(Available records)

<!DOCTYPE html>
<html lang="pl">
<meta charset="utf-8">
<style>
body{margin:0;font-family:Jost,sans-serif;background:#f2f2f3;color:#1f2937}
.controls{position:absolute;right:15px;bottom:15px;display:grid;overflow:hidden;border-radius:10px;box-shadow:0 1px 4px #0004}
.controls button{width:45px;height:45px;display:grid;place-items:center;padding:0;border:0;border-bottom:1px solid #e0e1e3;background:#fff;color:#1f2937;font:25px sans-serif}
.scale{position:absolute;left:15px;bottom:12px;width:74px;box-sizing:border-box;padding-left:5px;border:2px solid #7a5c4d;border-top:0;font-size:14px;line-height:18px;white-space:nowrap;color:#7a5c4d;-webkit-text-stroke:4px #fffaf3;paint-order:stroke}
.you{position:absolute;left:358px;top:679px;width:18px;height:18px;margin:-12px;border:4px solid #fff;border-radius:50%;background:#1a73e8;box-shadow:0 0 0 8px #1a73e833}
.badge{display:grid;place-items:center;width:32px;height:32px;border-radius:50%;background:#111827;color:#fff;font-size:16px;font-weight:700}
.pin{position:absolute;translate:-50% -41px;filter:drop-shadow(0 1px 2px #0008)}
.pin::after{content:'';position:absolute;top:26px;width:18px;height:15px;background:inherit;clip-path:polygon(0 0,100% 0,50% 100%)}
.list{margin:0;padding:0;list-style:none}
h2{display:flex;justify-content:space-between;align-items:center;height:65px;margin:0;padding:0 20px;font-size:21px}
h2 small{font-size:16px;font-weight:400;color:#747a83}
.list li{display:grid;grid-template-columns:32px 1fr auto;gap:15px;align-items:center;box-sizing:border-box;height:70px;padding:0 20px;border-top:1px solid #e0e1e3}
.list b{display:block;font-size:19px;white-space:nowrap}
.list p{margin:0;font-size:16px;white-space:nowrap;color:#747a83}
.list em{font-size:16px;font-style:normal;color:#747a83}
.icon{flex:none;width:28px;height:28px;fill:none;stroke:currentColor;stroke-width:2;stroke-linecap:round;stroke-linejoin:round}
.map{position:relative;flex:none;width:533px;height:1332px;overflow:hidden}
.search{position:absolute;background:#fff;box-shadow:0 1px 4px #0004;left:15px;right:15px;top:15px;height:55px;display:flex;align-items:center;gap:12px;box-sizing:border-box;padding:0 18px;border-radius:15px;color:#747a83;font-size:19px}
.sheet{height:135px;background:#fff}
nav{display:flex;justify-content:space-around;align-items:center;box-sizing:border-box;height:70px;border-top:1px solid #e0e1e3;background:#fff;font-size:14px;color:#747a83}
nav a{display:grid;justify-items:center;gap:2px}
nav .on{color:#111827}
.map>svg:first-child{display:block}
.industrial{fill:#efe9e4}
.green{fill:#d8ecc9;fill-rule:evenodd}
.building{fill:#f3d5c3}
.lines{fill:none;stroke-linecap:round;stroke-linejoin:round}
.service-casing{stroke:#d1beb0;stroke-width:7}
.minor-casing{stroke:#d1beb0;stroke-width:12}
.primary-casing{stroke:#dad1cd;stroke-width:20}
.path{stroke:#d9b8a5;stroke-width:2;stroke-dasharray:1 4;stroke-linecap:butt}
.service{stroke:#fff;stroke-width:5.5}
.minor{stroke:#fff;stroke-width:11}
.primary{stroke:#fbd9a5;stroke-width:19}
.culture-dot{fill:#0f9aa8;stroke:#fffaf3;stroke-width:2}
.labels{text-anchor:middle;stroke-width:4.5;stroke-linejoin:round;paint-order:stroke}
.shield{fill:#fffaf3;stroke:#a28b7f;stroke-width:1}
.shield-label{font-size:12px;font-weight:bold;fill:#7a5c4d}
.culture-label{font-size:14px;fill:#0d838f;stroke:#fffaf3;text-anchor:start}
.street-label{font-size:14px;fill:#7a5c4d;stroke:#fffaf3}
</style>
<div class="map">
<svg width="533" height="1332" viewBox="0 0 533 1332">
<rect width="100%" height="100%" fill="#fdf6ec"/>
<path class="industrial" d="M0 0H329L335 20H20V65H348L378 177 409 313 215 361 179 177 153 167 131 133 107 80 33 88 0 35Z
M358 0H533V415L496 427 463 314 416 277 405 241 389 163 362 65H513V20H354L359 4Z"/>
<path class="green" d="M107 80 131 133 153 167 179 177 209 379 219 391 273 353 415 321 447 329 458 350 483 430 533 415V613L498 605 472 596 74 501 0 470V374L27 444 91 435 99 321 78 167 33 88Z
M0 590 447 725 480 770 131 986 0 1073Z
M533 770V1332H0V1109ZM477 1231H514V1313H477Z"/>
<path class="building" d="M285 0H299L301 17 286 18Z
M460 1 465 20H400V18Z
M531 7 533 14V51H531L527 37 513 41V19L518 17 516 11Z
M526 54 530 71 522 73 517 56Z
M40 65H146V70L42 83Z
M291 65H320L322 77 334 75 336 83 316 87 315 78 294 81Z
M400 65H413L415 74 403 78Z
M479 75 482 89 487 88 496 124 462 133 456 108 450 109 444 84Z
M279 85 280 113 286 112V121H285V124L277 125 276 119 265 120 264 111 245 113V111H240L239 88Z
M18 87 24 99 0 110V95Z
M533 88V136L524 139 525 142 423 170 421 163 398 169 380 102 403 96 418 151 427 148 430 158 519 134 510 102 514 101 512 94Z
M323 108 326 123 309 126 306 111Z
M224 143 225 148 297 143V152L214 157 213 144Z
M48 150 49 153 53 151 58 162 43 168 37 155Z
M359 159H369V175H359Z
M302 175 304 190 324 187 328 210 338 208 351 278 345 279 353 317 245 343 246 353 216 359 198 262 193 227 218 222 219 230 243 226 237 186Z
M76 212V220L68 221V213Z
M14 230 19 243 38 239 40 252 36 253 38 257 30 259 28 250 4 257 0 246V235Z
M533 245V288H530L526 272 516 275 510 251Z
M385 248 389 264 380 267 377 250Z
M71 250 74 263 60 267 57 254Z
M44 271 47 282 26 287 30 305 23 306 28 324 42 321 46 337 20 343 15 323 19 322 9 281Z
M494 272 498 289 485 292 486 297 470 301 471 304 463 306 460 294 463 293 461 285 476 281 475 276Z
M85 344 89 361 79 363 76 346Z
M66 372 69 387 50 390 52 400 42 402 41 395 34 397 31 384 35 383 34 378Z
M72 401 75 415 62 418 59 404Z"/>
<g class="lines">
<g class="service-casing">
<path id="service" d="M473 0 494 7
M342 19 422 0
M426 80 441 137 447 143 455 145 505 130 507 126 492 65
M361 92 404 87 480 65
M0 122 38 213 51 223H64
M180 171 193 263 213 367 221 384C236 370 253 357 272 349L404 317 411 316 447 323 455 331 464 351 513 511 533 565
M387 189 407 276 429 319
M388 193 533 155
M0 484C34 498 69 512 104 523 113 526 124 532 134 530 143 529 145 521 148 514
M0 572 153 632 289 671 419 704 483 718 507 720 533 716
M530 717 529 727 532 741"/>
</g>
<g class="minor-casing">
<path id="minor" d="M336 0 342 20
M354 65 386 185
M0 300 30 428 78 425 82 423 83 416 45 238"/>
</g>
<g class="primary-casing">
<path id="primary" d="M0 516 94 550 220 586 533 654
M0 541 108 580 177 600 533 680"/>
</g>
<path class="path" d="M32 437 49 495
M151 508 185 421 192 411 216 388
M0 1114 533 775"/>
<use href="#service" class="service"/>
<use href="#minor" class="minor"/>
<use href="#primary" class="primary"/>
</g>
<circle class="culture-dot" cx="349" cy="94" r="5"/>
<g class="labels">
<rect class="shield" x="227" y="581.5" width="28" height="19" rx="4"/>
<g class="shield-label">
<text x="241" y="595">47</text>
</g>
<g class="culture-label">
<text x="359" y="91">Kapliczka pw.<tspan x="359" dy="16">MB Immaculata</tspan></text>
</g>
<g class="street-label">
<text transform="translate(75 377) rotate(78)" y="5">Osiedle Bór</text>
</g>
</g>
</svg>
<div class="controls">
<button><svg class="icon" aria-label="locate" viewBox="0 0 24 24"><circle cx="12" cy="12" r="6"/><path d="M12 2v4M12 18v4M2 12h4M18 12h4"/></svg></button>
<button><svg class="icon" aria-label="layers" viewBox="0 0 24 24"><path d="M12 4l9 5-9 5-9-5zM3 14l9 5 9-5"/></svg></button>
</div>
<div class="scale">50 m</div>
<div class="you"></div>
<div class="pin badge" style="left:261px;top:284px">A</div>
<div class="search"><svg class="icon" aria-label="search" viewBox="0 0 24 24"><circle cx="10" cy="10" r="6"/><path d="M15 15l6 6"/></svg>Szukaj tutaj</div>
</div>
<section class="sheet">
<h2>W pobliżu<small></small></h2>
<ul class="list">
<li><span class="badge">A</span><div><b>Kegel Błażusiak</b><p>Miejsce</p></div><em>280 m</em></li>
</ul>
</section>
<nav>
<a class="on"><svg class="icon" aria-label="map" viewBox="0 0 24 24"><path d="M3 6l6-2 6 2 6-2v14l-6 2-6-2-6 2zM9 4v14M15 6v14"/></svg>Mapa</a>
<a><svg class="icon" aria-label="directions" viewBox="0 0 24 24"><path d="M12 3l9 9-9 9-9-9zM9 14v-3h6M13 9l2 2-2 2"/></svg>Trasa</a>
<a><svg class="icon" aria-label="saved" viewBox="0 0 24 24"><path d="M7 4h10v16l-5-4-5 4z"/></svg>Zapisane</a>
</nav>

(End Available records)

In the data above, each line holding "controls" is to be found and copied.

Task solution
.controls{position:absolute;right:15px;bottom:15px;display:grid;overflow:hidden;border-radius:10px;box-shadow:0 1px 4px #0004}
.controls button{width:45px;height:45px;display:grid;place-items:center;padding:0;border:0;border-bottom:1px solid #e0e1e3;background:#fff;color:#1f2937;font:25px sans-serif}
<div class="controls">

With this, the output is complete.